There are several different types of alternative fuel vehicles available to drivers, certainly more than the number of petroleum-based cars. One of the most well-known alternative fuels is ethanol, which can power cars using various blends of gasoline. Ethanol fuel is made from corn, and manufacturers can produce it domestically. Biodiesel, on the other hand, is made from animal fats and vegetable oils and usually produces fewer pollutants than regular petroleum-based diesel. Clean natural gas (CNG) and propane are both naturally available fuels that produce fewer greenhouse gases, and hydrogen fuel cells create zero emissions and have potential as a renewable source.
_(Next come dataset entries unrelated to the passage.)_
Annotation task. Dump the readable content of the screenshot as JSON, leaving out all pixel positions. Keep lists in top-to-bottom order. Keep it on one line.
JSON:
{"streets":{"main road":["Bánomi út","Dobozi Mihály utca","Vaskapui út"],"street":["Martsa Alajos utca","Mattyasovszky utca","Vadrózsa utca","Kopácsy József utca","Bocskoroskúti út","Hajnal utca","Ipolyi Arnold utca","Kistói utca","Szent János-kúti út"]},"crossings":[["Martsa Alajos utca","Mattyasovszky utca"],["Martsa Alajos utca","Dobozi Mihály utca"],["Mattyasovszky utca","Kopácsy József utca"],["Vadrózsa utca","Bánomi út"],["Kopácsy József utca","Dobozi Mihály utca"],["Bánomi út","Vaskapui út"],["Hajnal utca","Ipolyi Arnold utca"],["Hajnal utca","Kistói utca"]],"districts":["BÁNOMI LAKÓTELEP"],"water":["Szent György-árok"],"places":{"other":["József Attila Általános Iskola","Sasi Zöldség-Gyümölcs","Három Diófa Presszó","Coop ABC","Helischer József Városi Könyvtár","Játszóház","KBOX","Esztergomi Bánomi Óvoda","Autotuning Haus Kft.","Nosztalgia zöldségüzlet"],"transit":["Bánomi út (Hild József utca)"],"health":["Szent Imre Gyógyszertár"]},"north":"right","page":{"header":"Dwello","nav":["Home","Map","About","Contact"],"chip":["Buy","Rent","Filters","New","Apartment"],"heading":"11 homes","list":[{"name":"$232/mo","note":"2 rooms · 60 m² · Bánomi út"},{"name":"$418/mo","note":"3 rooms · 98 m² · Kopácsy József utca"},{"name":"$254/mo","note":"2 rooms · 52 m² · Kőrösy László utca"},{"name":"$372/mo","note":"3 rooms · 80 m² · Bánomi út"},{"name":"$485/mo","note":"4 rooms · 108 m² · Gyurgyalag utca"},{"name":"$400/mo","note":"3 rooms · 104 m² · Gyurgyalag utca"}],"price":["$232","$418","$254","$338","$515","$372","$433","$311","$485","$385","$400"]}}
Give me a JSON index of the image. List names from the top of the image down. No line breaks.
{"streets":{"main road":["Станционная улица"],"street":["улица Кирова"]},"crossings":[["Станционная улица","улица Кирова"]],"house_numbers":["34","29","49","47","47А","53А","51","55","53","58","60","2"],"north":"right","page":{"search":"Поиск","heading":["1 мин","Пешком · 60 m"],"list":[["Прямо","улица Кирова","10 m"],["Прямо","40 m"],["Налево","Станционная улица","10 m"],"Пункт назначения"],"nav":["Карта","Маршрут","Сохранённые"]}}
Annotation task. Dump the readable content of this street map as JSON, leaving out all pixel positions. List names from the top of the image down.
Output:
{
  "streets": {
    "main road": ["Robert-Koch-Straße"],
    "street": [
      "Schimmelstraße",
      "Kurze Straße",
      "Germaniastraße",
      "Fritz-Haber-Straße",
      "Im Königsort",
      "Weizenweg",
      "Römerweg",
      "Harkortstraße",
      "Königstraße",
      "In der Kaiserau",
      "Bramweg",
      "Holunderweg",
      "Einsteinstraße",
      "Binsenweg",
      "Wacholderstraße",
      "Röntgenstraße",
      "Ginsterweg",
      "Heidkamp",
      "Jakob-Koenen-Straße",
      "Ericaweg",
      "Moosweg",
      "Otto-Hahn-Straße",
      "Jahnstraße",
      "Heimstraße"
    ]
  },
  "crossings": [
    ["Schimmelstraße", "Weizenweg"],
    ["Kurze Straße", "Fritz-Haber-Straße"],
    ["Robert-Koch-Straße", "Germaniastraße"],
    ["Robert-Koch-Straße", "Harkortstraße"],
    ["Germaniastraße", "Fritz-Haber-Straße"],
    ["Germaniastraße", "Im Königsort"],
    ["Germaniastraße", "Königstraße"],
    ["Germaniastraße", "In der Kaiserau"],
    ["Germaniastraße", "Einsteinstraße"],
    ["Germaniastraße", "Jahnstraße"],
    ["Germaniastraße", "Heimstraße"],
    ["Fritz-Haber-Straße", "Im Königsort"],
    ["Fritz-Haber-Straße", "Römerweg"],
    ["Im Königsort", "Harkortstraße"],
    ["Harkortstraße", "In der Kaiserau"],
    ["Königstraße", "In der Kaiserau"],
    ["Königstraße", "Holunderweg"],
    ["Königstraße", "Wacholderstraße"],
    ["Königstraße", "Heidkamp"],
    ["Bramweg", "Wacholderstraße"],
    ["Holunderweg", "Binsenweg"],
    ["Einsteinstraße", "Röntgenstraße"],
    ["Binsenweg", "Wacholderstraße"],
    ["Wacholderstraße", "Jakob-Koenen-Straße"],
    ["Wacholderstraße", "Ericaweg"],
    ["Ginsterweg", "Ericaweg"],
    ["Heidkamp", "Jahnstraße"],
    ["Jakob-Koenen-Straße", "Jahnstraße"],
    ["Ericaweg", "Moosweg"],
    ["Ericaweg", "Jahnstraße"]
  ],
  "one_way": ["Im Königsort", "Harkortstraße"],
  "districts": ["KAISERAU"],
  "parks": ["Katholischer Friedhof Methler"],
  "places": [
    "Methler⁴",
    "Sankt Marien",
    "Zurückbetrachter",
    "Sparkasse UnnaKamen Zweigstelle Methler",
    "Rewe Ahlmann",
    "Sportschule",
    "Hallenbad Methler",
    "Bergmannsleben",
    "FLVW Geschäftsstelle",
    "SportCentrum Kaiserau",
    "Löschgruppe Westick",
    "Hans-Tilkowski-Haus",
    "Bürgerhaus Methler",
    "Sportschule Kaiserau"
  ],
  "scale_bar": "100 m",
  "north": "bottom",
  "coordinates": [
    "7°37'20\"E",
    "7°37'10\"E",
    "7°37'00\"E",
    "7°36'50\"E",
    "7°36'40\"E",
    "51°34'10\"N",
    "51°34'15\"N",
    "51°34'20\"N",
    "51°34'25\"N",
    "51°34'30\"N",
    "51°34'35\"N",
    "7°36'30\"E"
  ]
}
Electric vehicles that get their power from the chemicals inside a battery are also considered alternative fuel vehicles.
The large number of potential alternative fuel vehicles available makes it difficult to come up with any one particular standard along which to compare them, mostly because each fuel gives off emissions in different ways.
One standard that's difficult for many alternative fuel vehicles to meet, regardless of engine type or fuel source, is safety. As manufacturers of new technologies try to shave off as many miles per gallon as possible, engineers take into account more than just the kind of engine or motor an alternative fuel vehicle will use -- they also consider weight. Heavy, bulky cars and trucks suffer when it comes to emissions standards because they burn more fuel just to carry the extra weight. Lighter, more aerodynamic cars require less fuel for propulsion and therefore will burn less fuel to travel the same distance.
Some alternative fuel vehicles, which tend to be compact in design, might have difficulty rating well on crash and safety standards, since small- and mini-sized cars often rate poorly in crash tests. The technology for some designs, like hydrogen fuel cells, is also complicated and requires extensive testing to make sure people are kept safe from dangers like electric shock and compressed hydrogen hazards.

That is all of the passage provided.